### Exercise objective
Go through the entries below, tally each line that has the word "fill", and give only the total.
+ + + +
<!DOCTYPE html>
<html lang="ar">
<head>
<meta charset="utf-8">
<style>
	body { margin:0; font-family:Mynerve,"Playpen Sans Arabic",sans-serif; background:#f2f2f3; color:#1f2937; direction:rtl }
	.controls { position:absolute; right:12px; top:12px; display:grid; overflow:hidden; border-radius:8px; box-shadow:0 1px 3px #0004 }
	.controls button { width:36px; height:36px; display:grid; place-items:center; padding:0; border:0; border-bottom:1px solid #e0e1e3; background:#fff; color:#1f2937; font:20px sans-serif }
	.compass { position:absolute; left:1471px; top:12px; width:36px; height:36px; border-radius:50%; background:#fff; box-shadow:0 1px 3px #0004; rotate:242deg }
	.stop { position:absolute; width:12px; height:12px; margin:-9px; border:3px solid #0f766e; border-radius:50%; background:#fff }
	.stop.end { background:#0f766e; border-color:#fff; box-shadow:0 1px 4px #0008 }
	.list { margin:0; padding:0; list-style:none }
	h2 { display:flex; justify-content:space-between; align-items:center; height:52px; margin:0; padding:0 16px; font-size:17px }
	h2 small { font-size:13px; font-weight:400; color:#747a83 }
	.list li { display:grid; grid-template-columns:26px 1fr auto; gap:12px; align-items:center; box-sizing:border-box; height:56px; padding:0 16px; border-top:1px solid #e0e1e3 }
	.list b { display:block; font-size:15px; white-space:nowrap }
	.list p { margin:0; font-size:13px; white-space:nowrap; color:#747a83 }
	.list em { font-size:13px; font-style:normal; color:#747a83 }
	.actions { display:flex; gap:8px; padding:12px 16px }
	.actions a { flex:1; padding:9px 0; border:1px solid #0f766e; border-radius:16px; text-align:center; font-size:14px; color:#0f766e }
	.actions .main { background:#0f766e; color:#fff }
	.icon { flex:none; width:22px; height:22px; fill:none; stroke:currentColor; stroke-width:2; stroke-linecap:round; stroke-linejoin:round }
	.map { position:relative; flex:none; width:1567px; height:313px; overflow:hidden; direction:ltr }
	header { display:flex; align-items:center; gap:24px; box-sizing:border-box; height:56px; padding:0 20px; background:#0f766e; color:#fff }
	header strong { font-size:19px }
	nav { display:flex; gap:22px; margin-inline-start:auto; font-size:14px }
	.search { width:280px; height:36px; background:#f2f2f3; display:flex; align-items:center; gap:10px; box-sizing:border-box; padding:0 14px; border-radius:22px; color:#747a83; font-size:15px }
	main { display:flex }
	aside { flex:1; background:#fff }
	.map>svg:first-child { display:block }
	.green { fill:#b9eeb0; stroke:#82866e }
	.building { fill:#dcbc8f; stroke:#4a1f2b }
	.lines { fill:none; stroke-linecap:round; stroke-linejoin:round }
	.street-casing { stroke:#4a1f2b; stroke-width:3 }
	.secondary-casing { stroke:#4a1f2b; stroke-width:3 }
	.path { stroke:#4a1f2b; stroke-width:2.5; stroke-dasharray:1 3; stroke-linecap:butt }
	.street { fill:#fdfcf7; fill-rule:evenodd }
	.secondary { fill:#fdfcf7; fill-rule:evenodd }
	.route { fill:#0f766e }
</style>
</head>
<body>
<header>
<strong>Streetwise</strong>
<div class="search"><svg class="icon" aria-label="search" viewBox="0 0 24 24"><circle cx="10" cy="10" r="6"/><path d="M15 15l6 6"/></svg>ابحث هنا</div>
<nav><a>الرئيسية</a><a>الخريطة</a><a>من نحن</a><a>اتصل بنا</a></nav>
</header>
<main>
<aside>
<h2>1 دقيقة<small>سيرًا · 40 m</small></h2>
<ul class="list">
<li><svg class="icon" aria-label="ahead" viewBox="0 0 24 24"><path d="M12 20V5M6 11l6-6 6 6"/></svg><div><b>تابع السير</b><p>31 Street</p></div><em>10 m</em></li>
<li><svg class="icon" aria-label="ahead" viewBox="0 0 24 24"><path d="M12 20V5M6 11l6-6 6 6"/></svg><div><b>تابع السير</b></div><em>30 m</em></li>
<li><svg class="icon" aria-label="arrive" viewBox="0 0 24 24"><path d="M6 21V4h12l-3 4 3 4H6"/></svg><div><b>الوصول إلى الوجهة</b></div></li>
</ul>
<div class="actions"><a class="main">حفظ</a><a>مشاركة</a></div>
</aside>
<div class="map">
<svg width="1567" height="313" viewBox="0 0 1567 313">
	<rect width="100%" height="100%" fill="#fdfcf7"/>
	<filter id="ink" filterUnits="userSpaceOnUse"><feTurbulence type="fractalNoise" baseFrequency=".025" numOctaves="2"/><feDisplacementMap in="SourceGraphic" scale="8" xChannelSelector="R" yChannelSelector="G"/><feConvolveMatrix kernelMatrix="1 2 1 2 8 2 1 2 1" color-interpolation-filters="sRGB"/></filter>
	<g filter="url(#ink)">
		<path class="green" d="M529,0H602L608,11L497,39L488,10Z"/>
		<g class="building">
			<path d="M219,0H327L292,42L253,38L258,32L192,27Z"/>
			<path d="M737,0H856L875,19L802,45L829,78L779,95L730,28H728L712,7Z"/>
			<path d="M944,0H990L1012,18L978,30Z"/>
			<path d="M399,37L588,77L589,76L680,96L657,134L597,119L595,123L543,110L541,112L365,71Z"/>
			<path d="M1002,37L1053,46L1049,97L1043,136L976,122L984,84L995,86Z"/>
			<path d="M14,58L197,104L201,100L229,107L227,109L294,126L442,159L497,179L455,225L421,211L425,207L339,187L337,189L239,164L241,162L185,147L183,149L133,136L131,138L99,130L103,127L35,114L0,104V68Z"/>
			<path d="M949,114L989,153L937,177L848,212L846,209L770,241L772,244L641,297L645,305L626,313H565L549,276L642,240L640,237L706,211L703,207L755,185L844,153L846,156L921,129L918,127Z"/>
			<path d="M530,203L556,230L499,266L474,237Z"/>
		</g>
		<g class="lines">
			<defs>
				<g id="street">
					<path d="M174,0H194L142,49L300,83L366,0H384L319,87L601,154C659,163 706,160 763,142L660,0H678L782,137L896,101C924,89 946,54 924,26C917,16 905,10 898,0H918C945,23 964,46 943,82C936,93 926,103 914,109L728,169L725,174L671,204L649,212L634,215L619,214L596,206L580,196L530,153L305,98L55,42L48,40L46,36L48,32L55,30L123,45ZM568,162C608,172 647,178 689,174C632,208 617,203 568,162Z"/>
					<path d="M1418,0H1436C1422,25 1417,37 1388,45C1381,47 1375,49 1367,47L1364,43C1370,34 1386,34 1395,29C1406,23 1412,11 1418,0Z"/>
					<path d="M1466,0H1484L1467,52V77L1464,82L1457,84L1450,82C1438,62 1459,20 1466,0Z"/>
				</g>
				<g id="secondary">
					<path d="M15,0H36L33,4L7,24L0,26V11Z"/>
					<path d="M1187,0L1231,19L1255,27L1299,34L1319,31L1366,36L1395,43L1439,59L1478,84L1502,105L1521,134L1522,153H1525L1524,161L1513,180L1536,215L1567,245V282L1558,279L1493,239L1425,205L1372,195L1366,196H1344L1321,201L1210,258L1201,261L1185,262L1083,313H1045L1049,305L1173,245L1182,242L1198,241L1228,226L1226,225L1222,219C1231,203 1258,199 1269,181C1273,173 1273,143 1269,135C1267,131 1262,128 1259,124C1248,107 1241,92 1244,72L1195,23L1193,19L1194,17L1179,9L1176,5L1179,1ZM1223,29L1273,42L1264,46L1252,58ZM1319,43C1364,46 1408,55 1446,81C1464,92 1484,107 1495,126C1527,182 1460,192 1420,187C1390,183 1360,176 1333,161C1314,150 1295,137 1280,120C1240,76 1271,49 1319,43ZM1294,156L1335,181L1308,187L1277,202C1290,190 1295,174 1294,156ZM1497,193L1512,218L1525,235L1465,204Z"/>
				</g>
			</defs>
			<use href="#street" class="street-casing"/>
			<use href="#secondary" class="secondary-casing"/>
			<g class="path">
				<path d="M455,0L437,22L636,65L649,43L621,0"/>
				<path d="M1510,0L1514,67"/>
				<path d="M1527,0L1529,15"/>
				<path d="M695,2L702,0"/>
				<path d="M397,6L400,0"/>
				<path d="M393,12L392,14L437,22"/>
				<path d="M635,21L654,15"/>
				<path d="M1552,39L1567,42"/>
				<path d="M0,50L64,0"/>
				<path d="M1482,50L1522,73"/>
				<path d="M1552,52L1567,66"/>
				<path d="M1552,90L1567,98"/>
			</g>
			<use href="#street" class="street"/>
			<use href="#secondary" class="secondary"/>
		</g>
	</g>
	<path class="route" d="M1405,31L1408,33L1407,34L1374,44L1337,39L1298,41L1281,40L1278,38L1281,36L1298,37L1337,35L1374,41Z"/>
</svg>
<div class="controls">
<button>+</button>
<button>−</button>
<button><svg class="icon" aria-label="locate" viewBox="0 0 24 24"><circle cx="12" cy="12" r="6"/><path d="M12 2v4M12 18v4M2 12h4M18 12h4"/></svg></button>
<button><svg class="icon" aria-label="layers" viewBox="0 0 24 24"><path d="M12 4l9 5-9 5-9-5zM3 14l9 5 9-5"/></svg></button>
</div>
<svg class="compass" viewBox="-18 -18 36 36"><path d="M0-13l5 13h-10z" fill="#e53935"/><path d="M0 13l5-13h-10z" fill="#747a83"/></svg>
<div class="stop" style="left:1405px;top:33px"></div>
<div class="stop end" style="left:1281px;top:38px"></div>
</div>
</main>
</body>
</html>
+ + + +
### Result for this task
9